Running the Test Suite

lein test

Configuration

Eva exposes a number of configuration-properties that can be configured using java system-properties. Some specific configuration-properties can also be configured using environment-variables.

The eva.config namespace, linked here, contains descriptions and default values for the config vars.

About the Eva Data Model

Entity-Attribute-Value (EAV)

EAV data-entities consist of:

  1. a distinct entity-id
  2. 1-or-more attribute-value pairs associated with a single entity-id

EAV data can be represented in the following (equivalent) forms:

  1. as an object or map:
    {:db/id 12345,
     :attribute1 "value1",
     :attribute2 "value2"}
  2. as a list of EAV tuples:
    [
      [12345, :attribute1, "value1"],
      [12345, :attribute2, "value2"]
    ]

Time-Aware

To make the EAV data-model time-aware, we extend the EAV-tuple into an EAVT-tuple containing the transaction-id (T) that introduced the tuple:

[
;;  E      A            V         T
   [12345, :attribute1, "value1", 500],
   [12345, :attribute2, "value2", 500]
]

Accumulative

To make the EAVT data-model accumulative, we extend the EAVT-tuple with a final flag that indicates if the EAV information was added or removed at the transaction-id (T).

[
;;  E      A            V         T    added?
   [12345, :attribute1, "value1", 500, true],
   [12345, :attribute2, "value2", 500, true]
]

Under this model, common data operations (create, update, delete) are represented like this:

  • Create: a single tuple with added? == true
[[12345, :attribute1, "create entity 12345 with field :attribute1 at transaction 500", 500, true]]
  • Delete: a single tuple with added? == false
[[12345, :attribute1, "create entity 12345 with field :attribute1 at transaction 500", 501, false]]
  • Update: a pair of deletion and creation tuples
[
 ;; At transaction 502
 ;;   invalidate the old entry for :attribute2
      [12345, :attribute2, "old-value", 502, false]
 ;;   add a new entry for :attribute2
      [12345, :attribute2, "new-value", 502, true]
]

The complete history of the database is the cumulative list of these tuples.

Atomic Consistency

Data-updates are submitted as transactions that are processed atomically. This means that when you submit a transaction, either all the changes in the transaction are applied, or none of the changes are applied.

Transactions

Transactions are submitted as a list of data-modification commands.

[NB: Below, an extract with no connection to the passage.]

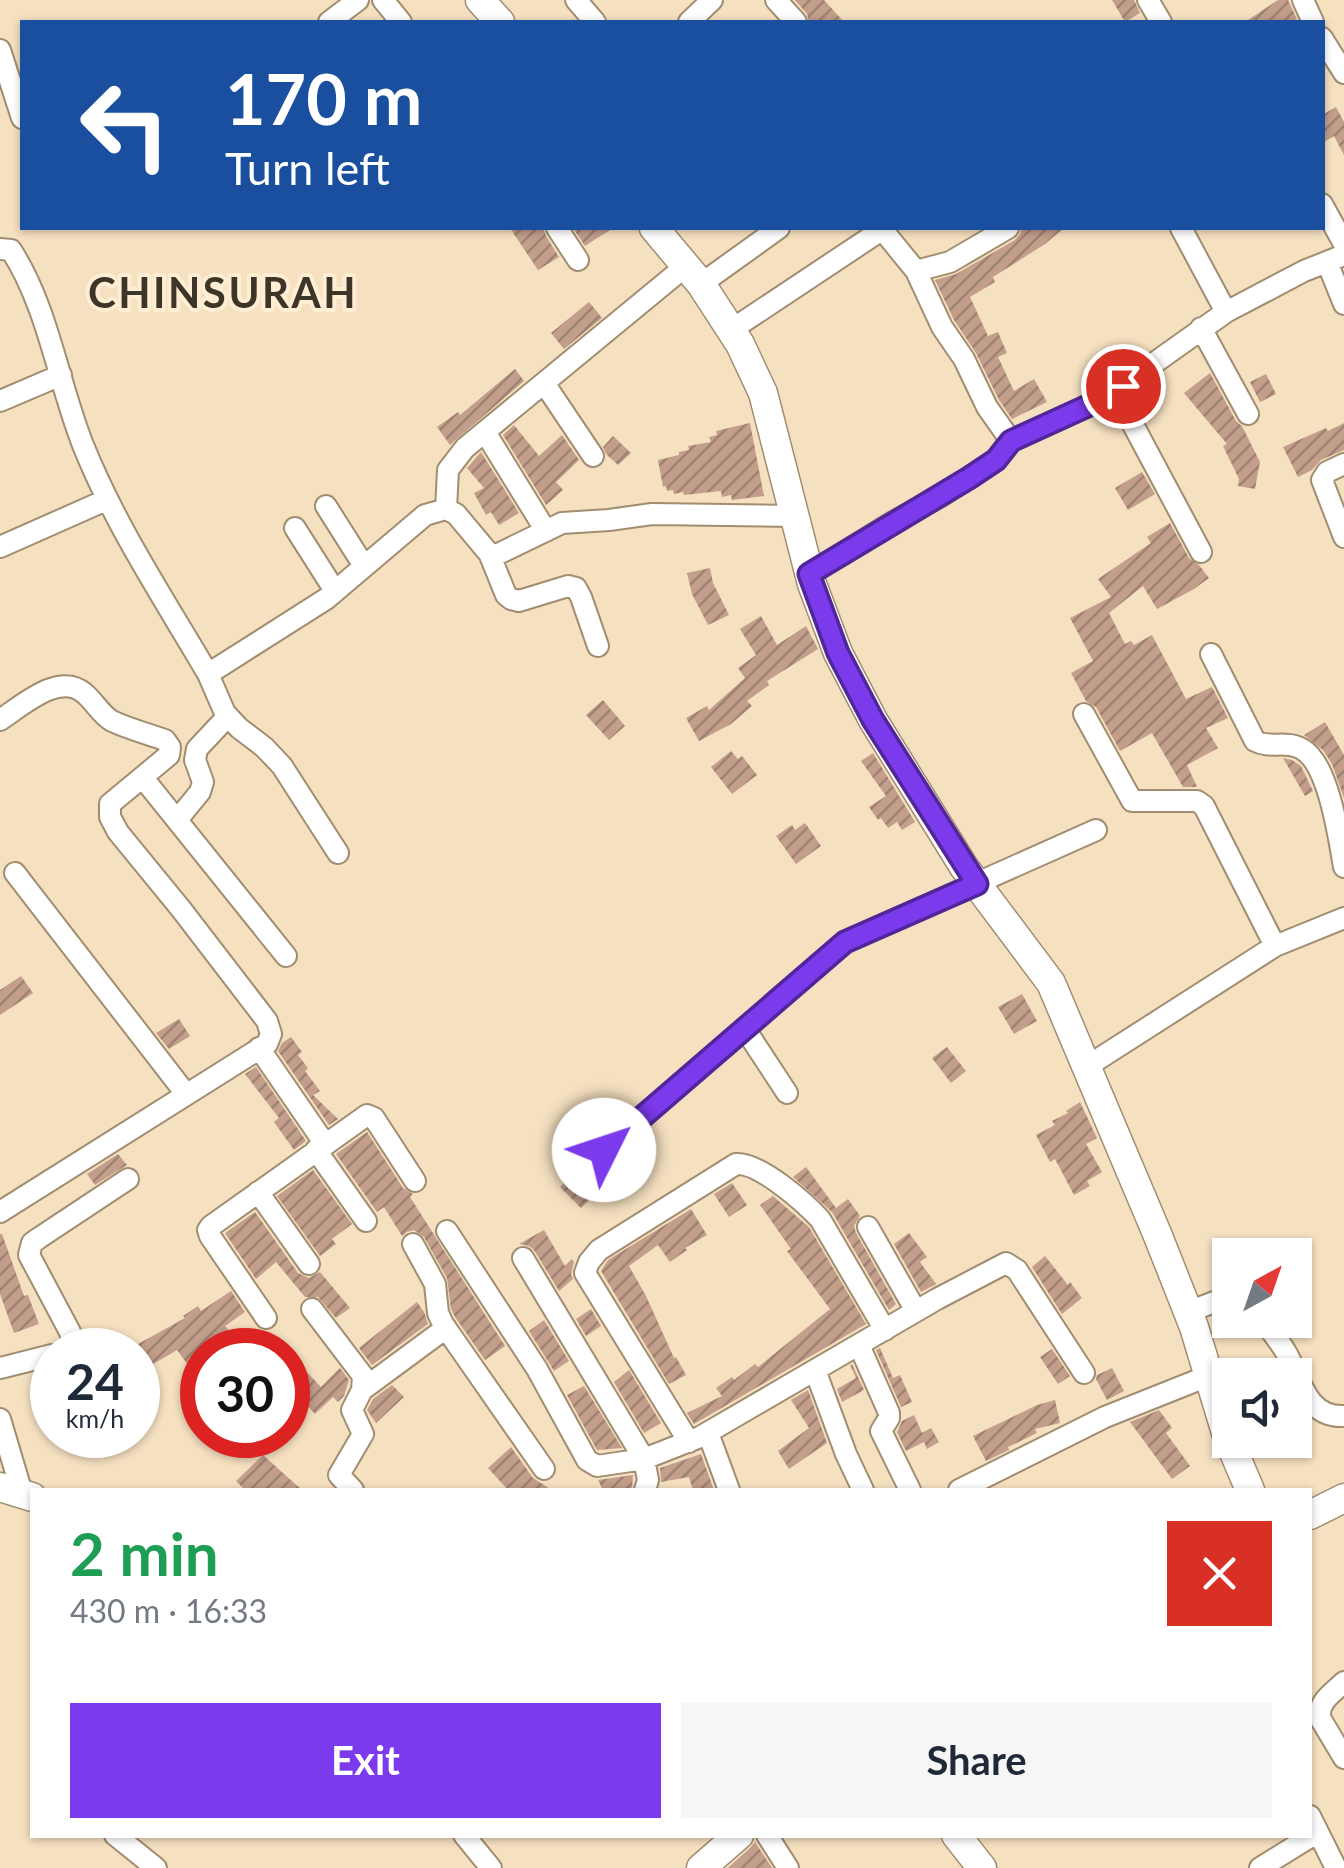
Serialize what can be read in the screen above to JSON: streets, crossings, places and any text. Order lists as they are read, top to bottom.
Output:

The simplest data-modification commands (:db/add, :db/retract) correspond to the accumulative tuples described above:

[
  [:db/retract 12345 :attribute2 "old-value"]
  [:db/add 12345 :attribute2 "new-value"]
]

When this transaction is committed it will produce the following tuples in the database history (where <next-tx> is the next transaction-number):

[
  [12345, :attribute2, "old-value", <next-tx>, false]
  [12345, :attribute2, "new-value", <next-tx>, true]
]

Using Object/Map form in transactions

In addition to the command-form, you can also create/update data using the object/map form of an entity:

[
  {:db/id 12345
   :attribute1 "value1"
   :attribute2 "value2"}
]

This form is equivalent to the command-form:

[
  [:db/add 12345 :attribute1 "value1"]
  [:db/add 12345 :attribute2 "value2"]
]

Schemas

Because all stored data reduces to EAVT tuples, schemas are defined per Attribute, rather than per Entity.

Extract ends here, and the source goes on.